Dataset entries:
┏━━
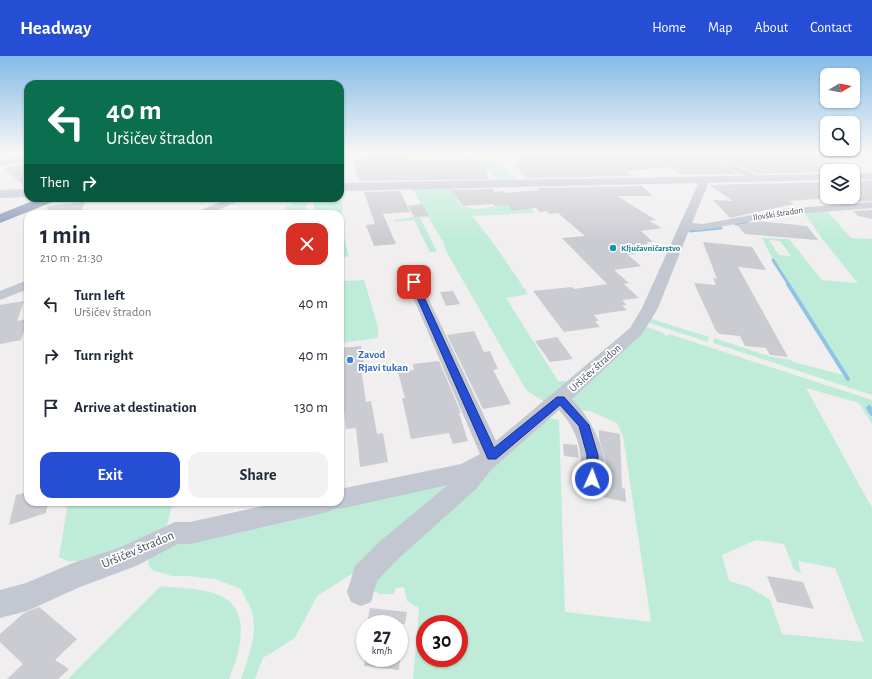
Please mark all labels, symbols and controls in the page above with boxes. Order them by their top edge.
text: Headway [20,19,91,38]
text: Home [652,21,686,35]
text: Map [708,21,732,35]
text: About [754,21,788,35]
text: Contact [810,21,852,35]
north arrow [820,68,860,108]
map controls [820,68,860,204]
icon: left [40,96,92,148]
text: 40 m [106,97,162,125]
button: search [820,116,860,156]
text: Uršičev štradon [106,130,213,148]
button: layers [820,164,860,204]
icon: right [78,172,100,194]
text: Then [40,175,70,190]
street label: Ilovški štradon [752,206,804,222]
button: close [286,223,328,265]
text: 1 min [40,224,91,248]
marker: Ključavničarstvo [608,243,618,253]
place label: Ključavničarstvo [621,244,681,253]
text: 210 m · 21:30 [40,252,103,265]
pin [397,265,431,299]
icon: arrive [403,271,425,293]
text: Turn left [74,288,125,303]
icon: left [40,293,62,315]
text: 40 m [298,296,328,311]
text: Uršičev štradon [74,306,151,319]
street label: Uršičev štradon [567,342,623,394]
icon: right [40,345,62,367]
text: Turn right [74,348,133,363]
text: 40 m [298,348,328,363]
place label: Zavod Rjavi tukan [358,349,408,373]
marker: Zavod Rjavi tukan [345,355,355,365]
icon: arrive [40,397,62,419]
text: Arrive at destination [74,400,197,415]
text: 130 m [294,400,328,415]
button: Exit [40,452,180,498]
button: Share [188,452,328,498]
position arrow [571,458,613,500]
street label: Uršičev štradon [100,529,176,571]
speed limit sign: 30 [416,615,468,667]
text: 27 [373,626,391,646]
text: km/h [372,646,392,656]

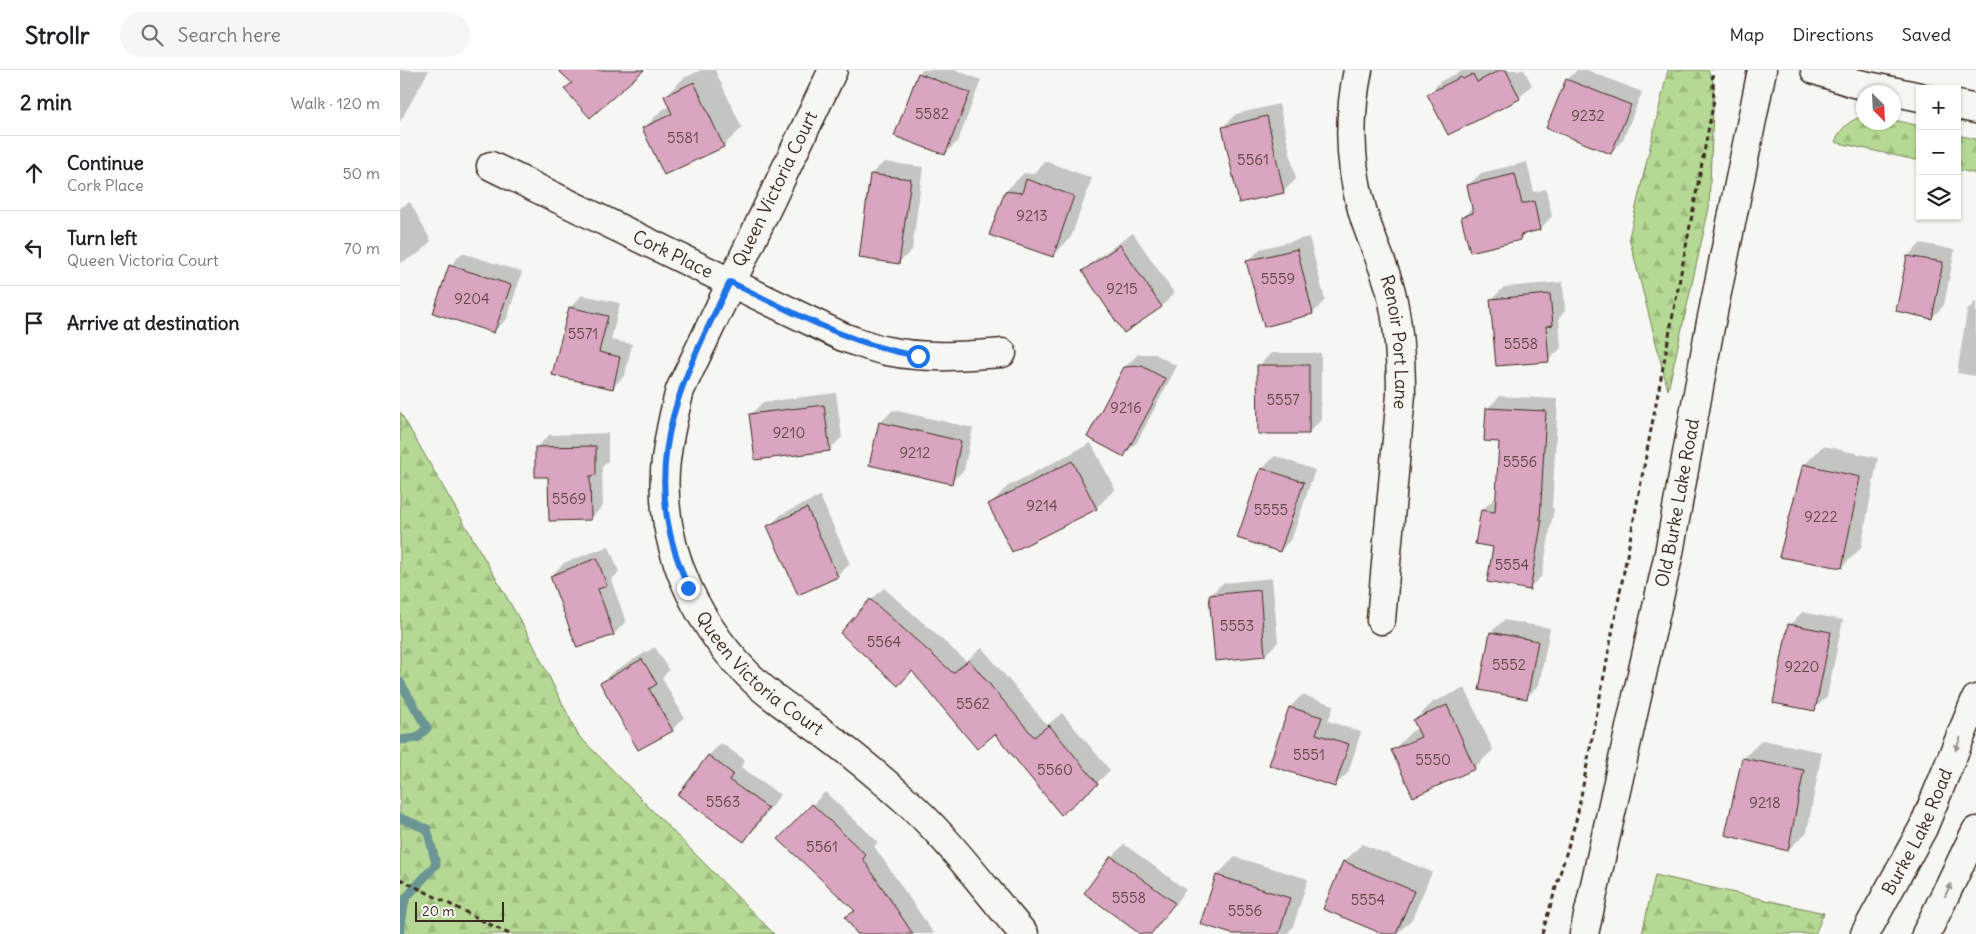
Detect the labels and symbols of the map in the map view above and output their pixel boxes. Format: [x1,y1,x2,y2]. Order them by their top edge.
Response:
north arrow [1856,85,1901,130]
house number: 5582 [915,104,949,123]
house number: 9232 [1571,106,1605,125]
street label: Queen Victoria Court [727,107,822,270]
house number: 5581 [667,128,699,147]
house number: 5561 [1237,150,1269,169]
house number: 9213 [1016,206,1048,225]
street label: Cork Place [629,225,717,283]
house number: 5559 [1261,269,1295,288]
street label: Renoir Port Lane [1376,272,1413,411]
house number: 9215 [1106,279,1138,298]
house number: 9204 [454,289,490,308]
house number: 5571 [568,324,598,343]
house number: 5558 [1504,334,1538,353]
route start [907,345,930,368]
house number: 5557 [1266,390,1300,409]
house number: 9216 [1110,398,1142,417]
street label: Old Burke Lake Road [1650,417,1704,589]
house number: 9210 [773,423,805,442]
house number: 9212 [899,443,931,462]
house number: 5556 [1503,452,1537,471]
house number: 5569 [552,489,586,508]
house number: 9214 [1026,496,1058,515]
house number: 5555 [1254,500,1288,519]
house number: 9222 [1804,507,1838,526]
house number: 5554 [1495,555,1530,574]
route end [677,577,700,600]
street label: Queen Victoria Court [691,607,828,740]
house number: 5553 [1220,616,1254,635]
house number: 5564 [867,632,902,651]
house number: 5552 [1492,655,1526,674]
house number: 9220 [1785,657,1819,676]
house number: 5562 [956,694,990,713]
one-way arrow [1953,737,1961,751]
house number: 5551 [1293,745,1325,764]
house number: 5550 [1415,750,1451,769]
house number: 5560 [1037,760,1073,779]
street label: Burke Lake Road [1877,765,1957,899]
house number: 5563 [706,792,740,811]
house number: 9218 [1749,793,1781,812]
house number: 5561 [806,837,838,856]
one-way arrow [1944,883,1952,898]
house number: 5558 [1112,888,1146,907]
house number: 5554 [1351,890,1386,909]
scale bar [415,899,504,922]
house number: 5556 [1228,901,1262,920]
┗━━
Retype every entry above exactly, leaving out the pictures.

• ANSWER TO THIS PROBLEM
Please mark all labels, symbols and controls in the page above with boxes. Order them by their top edge.
text: Headway [20,19,91,38]
text: Home [652,21,686,35]
text: Map [708,21,732,35]
text: About [754,21,788,35]
text: Contact [810,21,852,35]
north arrow [820,68,860,108]
map controls [820,68,860,204]
icon: left [40,96,92,148]
text: 40 m [106,97,162,125]
button: search [820,116,860,156]
text: Uršičev štradon [106,130,213,148]
button: layers [820,164,860,204]
icon: right [78,172,100,194]
text: Then [40,175,70,190]
street label: Ilovški štradon [752,206,804,222]
button: close [286,223,328,265]
text: 1 min [40,224,91,248]
marker: Ključavničarstvo [608,243,618,253]
place label: Ključavničarstvo [621,244,681,253]
text: 210 m · 21:30 [40,252,103,265]
pin [397,265,431,299]
icon: arrive [403,271,425,293]
text: Turn left [74,288,125,303]
icon: left [40,293,62,315]
text: 40 m [298,296,328,311]
text: Uršičev štradon [74,306,151,319]
street label: Uršičev štradon [567,342,623,394]
icon: right [40,345,62,367]
text: Turn right [74,348,133,363]
text: 40 m [298,348,328,363]
place label: Zavod Rjavi tukan [358,349,408,373]
marker: Zavod Rjavi tukan [345,355,355,365]
icon: arrive [40,397,62,419]
text: Arrive at destination [74,400,197,415]
text: 130 m [294,400,328,415]
button: Exit [40,452,180,498]
button: Share [188,452,328,498]
position arrow [571,458,613,500]
street label: Uršičev štradon [100,529,176,571]
speed limit sign: 30 [416,615,468,667]
text: 27 [373,626,391,646]
text: km/h [372,646,392,656]

Detect the labels and symbols of the map in the map view above and output their pixel boxes. Format: [x1,y1,x2,y2]. Order them by their top edge.
Response:
north arrow [1856,85,1901,130]
house number: 5582 [915,104,949,123]
house number: 9232 [1571,106,1605,125]
street label: Queen Victoria Court [727,107,822,270]
house number: 5581 [667,128,699,147]
house number: 5561 [1237,150,1269,169]
house number: 9213 [1016,206,1048,225]
street label: Cork Place [629,225,717,283]
house number: 5559 [1261,269,1295,288]
street label: Renoir Port Lane [1376,272,1413,411]
house number: 9215 [1106,279,1138,298]
house number: 9204 [454,289,490,308]
house number: 5571 [568,324,598,343]
house number: 5558 [1504,334,1538,353]
route start [907,345,930,368]
house number: 5557 [1266,390,1300,409]
house number: 9216 [1110,398,1142,417]
street label: Old Burke Lake Road [1650,417,1704,589]
house number: 9210 [773,423,805,442]
house number: 9212 [899,443,931,462]
house number: 5556 [1503,452,1537,471]
house number: 5569 [552,489,586,508]
house number: 9214 [1026,496,1058,515]
house number: 5555 [1254,500,1288,519]
house number: 9222 [1804,507,1838,526]
house number: 5554 [1495,555,1530,574]
route end [677,577,700,600]
street label: Queen Victoria Court [691,607,828,740]
house number: 5553 [1220,616,1254,635]
house number: 5564 [867,632,902,651]
house number: 5552 [1492,655,1526,674]
house number: 9220 [1785,657,1819,676]
house number: 5562 [956,694,990,713]
one-way arrow [1953,737,1961,751]
house number: 5551 [1293,745,1325,764]
house number: 5550 [1415,750,1451,769]
house number: 5560 [1037,760,1073,779]
street label: Burke Lake Road [1877,765,1957,899]
house number: 5563 [706,792,740,811]
house number: 9218 [1749,793,1781,812]
house number: 5561 [806,837,838,856]
one-way arrow [1944,883,1952,898]
house number: 5558 [1112,888,1146,907]
house number: 5554 [1351,890,1386,909]
scale bar [415,899,504,922]
house number: 5556 [1228,901,1262,920]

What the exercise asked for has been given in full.